[Bug 673917] New: machine crashes when using samba/cifs
https://bugzilla.novell.com/show_bug.cgi?id=673917 https://bugzilla.novell.com/show_bug.cgi?id=673917#c0 Summary: machine crashes when using samba/cifs Classification: openSUSE Product: openSUSE 11.3 Version: Final Platform: i386 OS/Version: openSUSE 11.3 Status: NEW Severity: Critical Priority: P5 - None Component: Samba AssignedTo: samba-maintainers@SuSE.de ReportedBy: bugzilla@singvogel.com QAContact: samba-maintainers@SuSE.de Found By: --- Blocker: --- User-Agent: Mozilla/5.0 (Windows; U; Windows NT 5.1; de-DE; rv:1.9.2.13) Gecko/20101203 Firefox/3.6.13 ( .NET CLR 3.5.30729; .NET4.0E) I'm having a head-less machine housing at a service provider (= no access to console). The contract also includes some few space on a backup-server. The backup-server can be accessed via samba-share. So I'm using cifs to do my backup: a bigfile at the backup-server is generated at backup-server. I mount the backup-server to my machine via mount.cifs. I mount the bigfile on local machine via loop-device as ext2. I do backup to this loop-device via rsync (on local-machine). There was a security update of package "samba-client-3.5.4-5.3.1" on Feb. 10th. Since this time a noticed 4 machine crashes: Feb 11th, 16th, 20th, 22nd I changed the time of the backup on Feb 17th, and again the crash Feb. 20th and 22nd happened shortly after the backup started. I cannot provide more information, as I don't have any access to the console. My logfile (/var/log/messages) only shows this information: Feb 22 04:50:01 ipx20178 /usr/sbin/cron[12167]: (root) CMD (/root/bin/rsync_back up.sh) Feb 22 04:50:22 nest kernel: [172609.017730] CIFS VFS: server 192.168.10.91 of type Samba 3.2.5 returned unexpected error on SMB posix open, disabling posix open support. Check if server update available. In the script is one sleep of 20 seconds and one of 10 seconds during startup.

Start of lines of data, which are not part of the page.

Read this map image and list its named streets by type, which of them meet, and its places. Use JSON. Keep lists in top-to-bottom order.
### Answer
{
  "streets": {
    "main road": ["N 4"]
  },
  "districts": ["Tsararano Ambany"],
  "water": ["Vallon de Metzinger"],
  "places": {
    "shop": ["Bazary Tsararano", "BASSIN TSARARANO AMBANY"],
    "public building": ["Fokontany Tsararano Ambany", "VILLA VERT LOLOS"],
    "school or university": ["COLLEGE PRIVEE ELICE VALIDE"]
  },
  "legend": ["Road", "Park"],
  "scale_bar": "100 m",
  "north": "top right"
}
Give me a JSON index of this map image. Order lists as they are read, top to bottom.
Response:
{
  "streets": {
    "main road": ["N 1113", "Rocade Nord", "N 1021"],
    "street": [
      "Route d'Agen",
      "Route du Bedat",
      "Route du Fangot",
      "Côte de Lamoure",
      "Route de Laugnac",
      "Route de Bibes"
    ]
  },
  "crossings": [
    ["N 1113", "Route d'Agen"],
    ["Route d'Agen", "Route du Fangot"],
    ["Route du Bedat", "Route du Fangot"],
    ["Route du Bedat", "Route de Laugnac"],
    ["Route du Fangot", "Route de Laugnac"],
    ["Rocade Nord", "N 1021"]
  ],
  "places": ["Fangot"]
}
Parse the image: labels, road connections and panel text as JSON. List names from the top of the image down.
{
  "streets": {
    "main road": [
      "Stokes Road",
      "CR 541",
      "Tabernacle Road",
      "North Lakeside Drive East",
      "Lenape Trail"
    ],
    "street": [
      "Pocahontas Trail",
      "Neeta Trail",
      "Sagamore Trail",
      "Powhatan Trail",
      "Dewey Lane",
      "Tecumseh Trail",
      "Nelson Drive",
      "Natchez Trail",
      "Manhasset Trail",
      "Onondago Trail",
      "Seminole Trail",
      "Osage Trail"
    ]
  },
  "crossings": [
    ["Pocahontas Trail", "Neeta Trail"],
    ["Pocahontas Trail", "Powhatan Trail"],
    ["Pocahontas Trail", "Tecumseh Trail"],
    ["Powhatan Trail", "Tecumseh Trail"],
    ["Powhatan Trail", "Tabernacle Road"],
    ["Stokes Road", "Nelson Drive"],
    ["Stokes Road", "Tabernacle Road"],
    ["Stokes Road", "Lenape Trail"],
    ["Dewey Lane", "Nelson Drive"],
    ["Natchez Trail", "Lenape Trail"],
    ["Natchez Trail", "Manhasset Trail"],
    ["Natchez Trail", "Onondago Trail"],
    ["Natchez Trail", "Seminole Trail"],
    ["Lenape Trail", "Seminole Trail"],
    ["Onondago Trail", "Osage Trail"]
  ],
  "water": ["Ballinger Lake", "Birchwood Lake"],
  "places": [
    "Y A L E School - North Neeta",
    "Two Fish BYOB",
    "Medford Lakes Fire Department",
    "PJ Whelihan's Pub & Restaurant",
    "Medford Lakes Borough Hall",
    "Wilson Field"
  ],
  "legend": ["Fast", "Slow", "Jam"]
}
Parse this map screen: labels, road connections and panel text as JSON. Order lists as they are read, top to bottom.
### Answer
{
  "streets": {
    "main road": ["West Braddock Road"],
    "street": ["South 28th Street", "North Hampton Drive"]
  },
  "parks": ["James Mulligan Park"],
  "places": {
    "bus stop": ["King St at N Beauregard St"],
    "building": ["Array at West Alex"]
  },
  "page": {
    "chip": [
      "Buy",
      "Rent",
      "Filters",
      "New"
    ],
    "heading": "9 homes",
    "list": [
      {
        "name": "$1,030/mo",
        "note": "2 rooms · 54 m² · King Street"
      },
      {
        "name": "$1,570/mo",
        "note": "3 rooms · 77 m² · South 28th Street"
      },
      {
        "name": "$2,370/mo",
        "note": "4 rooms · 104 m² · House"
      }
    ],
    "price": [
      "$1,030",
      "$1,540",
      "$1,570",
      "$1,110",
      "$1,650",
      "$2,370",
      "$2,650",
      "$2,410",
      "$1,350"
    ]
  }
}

I seems the crash happens between: mount -t cifs -o username=$username,password=$password,rw \ //$backupserver/$username $dst_dir sleep 20 /sbin/losetup ${loop} ${file} Unnecessary to say: it doesn't happen deterministic. Reproducible: Sometimes -- Configure bugmail: https://bugzilla.novell.com/userprefs.cgi?tab=email ------- You are receiving this mail because: ------- You are on the CC list for the bug.
https://bugzilla.novell.com/show_bug.cgi?id=673917
https://bugzilla.novell.com/show_bug.cgi?id=673917#c1
David Disseldorp
So I'm using cifs to do my backup: a bigfile at the backup-server is generated at backup-server. I mount the backup-server to my machine via mount.cifs. I mount the bigfile on local machine via loop-device as ext2. I do backup to this loop-device via rsync (on local-machine).
So to clarify, your backup is writing to bigfile? This backup method appears cumbersome at best. Is it possible bigfile is being written to or read from by any other local or remote process? i.e. Could more than one CIFS client be connected to the share?
There was a security update of package "samba-client-3.5.4-5.3.1" on Feb. 10th. Since this time a noticed 4 machine crashes: Feb 11th, 16th, 20th, 22nd
What do you mean by machine crash, does the kernel panic? Please provide a core dump: http://opensuse-man-ja.berlios.de/opensuse-html/cha.tuning.kexec.html#cha.tu...
I cannot provide more information, as I don't have any access to the console.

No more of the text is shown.